First, any deportation plan for undocumented immigrants would cost our country's gross domestic product a whopping $2.6 trillion over the next 10 years, according to a study by Raul Hinojosa-Ojeda, a professor at the University of California, Los Angeles.
Conversely, if we embrace comprehensive immigration reform, we could add $1.5 trillion to the U.S. GDP over the next 10 years. The economy could also benefit from a temporary worker program, Hinojosa-Ojeda projected,by raising GDP by $792 billion.
Second, immigrants who become U.S. citizens consistently pursue higher-paying jobs and higher education, spend more and provide higher tax revenue. Just imagine what 12 million newly documented Americans could do for the economy.
The legalization process also brings economic benefits -- like the retention of remittances. Workers send substantial portions of their salary to family members abroad, but reform could reunite families separated by our immigration system and keep monies in the U.S.
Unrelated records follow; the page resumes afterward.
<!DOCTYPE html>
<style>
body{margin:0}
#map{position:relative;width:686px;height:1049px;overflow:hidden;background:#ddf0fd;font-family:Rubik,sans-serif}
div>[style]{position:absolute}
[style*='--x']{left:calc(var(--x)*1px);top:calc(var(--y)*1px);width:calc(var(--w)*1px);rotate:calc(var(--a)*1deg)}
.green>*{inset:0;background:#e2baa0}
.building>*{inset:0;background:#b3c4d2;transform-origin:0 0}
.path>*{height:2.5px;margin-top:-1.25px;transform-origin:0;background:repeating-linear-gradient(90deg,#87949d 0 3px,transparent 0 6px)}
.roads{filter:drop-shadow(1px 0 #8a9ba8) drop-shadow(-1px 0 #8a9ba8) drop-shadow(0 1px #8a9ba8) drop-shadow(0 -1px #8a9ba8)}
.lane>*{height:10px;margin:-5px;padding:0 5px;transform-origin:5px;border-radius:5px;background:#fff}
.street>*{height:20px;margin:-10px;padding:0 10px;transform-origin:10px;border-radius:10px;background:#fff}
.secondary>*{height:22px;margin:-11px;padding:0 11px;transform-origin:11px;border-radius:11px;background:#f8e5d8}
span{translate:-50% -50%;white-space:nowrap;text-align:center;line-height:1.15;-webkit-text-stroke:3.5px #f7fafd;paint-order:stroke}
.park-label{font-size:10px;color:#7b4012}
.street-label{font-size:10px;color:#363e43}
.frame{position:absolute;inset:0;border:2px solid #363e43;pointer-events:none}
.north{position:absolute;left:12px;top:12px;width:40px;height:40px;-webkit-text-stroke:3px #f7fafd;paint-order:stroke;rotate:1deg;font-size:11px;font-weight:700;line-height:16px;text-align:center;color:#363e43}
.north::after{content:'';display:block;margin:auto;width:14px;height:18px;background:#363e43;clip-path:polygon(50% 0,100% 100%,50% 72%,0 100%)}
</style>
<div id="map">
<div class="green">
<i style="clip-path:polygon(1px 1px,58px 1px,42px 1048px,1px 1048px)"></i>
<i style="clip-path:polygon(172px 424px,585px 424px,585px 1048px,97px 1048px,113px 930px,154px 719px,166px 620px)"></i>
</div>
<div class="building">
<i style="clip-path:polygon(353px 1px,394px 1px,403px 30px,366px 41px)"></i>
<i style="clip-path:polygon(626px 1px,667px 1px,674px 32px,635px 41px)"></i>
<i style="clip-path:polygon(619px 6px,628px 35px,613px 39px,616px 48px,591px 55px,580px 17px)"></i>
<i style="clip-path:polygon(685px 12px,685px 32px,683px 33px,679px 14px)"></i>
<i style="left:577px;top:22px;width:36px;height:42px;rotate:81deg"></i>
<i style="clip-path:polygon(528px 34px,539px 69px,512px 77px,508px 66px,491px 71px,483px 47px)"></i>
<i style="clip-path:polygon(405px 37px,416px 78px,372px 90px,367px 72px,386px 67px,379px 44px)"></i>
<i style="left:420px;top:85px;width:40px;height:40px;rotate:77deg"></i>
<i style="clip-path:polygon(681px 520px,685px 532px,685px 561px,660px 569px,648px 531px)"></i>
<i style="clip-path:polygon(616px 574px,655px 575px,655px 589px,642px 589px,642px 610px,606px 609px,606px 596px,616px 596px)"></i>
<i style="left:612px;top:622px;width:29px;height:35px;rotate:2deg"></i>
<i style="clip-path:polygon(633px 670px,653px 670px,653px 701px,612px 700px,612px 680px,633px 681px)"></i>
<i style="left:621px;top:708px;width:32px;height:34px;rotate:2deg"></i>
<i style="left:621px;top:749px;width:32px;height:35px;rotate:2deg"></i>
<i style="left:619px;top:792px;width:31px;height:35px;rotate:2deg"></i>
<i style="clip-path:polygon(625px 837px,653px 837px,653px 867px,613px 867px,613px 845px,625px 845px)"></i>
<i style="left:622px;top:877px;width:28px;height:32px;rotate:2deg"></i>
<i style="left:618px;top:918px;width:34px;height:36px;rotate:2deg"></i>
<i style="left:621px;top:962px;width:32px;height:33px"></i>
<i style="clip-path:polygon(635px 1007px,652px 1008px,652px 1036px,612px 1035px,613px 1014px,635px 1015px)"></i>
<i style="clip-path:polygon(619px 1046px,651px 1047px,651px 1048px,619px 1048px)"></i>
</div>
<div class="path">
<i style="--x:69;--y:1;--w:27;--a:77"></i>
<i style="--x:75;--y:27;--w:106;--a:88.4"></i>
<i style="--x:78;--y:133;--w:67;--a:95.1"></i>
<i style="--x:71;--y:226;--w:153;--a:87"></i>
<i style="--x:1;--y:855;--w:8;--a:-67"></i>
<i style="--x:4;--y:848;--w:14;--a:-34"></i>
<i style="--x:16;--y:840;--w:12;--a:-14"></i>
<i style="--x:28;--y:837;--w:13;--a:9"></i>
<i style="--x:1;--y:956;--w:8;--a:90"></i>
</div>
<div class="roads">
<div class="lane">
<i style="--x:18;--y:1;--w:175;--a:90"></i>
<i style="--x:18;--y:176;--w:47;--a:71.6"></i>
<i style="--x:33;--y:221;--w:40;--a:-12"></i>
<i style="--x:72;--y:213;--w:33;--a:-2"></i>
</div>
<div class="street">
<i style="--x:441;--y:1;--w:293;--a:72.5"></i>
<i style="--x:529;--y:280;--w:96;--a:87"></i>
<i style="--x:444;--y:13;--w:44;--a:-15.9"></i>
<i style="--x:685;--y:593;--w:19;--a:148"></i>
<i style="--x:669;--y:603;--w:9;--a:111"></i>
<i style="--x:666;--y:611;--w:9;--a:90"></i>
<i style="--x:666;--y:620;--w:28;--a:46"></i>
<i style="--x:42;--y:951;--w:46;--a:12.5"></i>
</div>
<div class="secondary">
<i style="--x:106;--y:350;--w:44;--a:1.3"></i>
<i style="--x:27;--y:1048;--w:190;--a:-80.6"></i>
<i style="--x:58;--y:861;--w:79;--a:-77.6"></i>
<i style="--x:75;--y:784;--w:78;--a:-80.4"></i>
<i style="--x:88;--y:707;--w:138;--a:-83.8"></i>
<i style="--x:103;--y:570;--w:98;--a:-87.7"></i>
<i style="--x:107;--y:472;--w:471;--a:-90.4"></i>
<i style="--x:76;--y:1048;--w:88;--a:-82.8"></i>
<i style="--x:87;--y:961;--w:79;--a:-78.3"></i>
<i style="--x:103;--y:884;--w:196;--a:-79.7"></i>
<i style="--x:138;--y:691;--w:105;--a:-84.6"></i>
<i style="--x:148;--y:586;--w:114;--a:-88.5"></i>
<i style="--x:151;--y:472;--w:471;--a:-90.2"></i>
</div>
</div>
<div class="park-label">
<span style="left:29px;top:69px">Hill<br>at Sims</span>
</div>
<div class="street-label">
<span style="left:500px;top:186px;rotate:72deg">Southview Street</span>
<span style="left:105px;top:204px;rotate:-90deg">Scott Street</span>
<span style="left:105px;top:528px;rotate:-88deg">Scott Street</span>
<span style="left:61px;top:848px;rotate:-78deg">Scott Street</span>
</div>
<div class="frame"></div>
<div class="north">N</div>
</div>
For example, total U.S. remittances to Latin America was almost $46 billion in 2008. Of that, Mexico received almost $24 billion. Reducing remittances offers obvious cash infusion for our economy, since billions of dollars now sent overseas would be spent instead on U.S. businesses -- creating jobs and helping to revive our economy.
Third, by giving 2.1 million American students the opportunity to pursue higher education or military service, our government could collect $3.6 trillion over the next 40 years. The DREAM Act, which failed in the Senate in December but remains a bipartisan effort, offers a conditional six-year path to permanent, legal U.S. residence for immigrant youth who demonstrate good moral character and complete at least two years of higher education or U.S. military service.
Without the DREAM Act, about 65,000 students a year -- honor-roll scholars, star athletes, talented artists and aspiring teachers -- will graduate high school and then hit a roadblock. Instead of upward mobility and higher education, they will be forced to live in the shadows and work low-paying jobs.
Fourth, the Reuniting Families Act, which I plan to reintroduce this Congress, would allow all Americans to be reunited with their families -- including gay, lesbian, bisexual and transgender "permanent partners."
The economic benefits of this policy cannot be overstated. American workers, with their families by their side, are happier, healthier and more able to succeed than those living apart from loved ones for years on end. By pooling resources, families can do together what they can't do alone -- start small businesses, provide care for the young and old, create U.S. jobs and contribute more to this country's welfare.
Healthier communities have more expendable income and place a lower burden on government social services. This correlation is well substantiated -- but it is up to us to make it a reality.
We understand that during tough economic times, the natural reaction is to close borders and look inward. Yet the irony of an anti-immigration sentiment, which fears job losses for Americans if more workers enter the U.S., is that it is fiscally prudent to legalize, insure, employ, reunite and educate our immigrants than to keep families apart.
This is a time when we must use every available resource to stimulate our economy and control government spending. To my fiscally conservative Republican colleagues, the onus is on you. Left to future Congresses, the number of undocumented immigrants will only increase and the visa waits will only get longer. Meanwhile, we will lose an opportunity to do what's economically right.
The fiscal case is clear: reform now.